To do
In the data below, locate each line with the word "Gomes" and list it.

Materials provided

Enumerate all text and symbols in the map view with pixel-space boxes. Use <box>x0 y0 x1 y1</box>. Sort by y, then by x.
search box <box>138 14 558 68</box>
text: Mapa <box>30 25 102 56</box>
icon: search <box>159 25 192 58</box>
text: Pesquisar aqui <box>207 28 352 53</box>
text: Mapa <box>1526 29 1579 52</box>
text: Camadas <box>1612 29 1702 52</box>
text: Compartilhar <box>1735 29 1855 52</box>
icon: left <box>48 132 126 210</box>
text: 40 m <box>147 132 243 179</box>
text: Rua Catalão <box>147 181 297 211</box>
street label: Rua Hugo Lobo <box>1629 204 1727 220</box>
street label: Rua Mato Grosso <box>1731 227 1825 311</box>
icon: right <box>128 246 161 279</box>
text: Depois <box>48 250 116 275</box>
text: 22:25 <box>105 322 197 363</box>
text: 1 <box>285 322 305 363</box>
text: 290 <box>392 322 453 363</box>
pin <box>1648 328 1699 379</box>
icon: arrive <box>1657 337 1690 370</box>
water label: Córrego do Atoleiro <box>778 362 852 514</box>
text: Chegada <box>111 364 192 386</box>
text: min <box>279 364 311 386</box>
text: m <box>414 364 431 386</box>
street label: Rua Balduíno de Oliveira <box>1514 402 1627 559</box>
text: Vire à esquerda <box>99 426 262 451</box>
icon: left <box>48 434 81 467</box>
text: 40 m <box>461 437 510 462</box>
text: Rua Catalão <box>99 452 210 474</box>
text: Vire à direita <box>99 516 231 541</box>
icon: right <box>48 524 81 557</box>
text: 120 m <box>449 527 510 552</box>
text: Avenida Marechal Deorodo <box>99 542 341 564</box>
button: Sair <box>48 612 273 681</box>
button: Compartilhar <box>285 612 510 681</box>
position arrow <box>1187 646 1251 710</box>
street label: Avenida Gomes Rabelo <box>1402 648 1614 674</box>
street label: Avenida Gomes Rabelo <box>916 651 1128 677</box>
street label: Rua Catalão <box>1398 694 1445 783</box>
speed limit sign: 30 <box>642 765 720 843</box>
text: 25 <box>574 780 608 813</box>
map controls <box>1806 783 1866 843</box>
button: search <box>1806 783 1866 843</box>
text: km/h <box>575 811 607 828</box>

Answer area
street label: Avenida Gomes Rabelo <box>1402 648 1614 674</box>
street label: Avenida Gomes Rabelo <box>916 651 1128 677</box>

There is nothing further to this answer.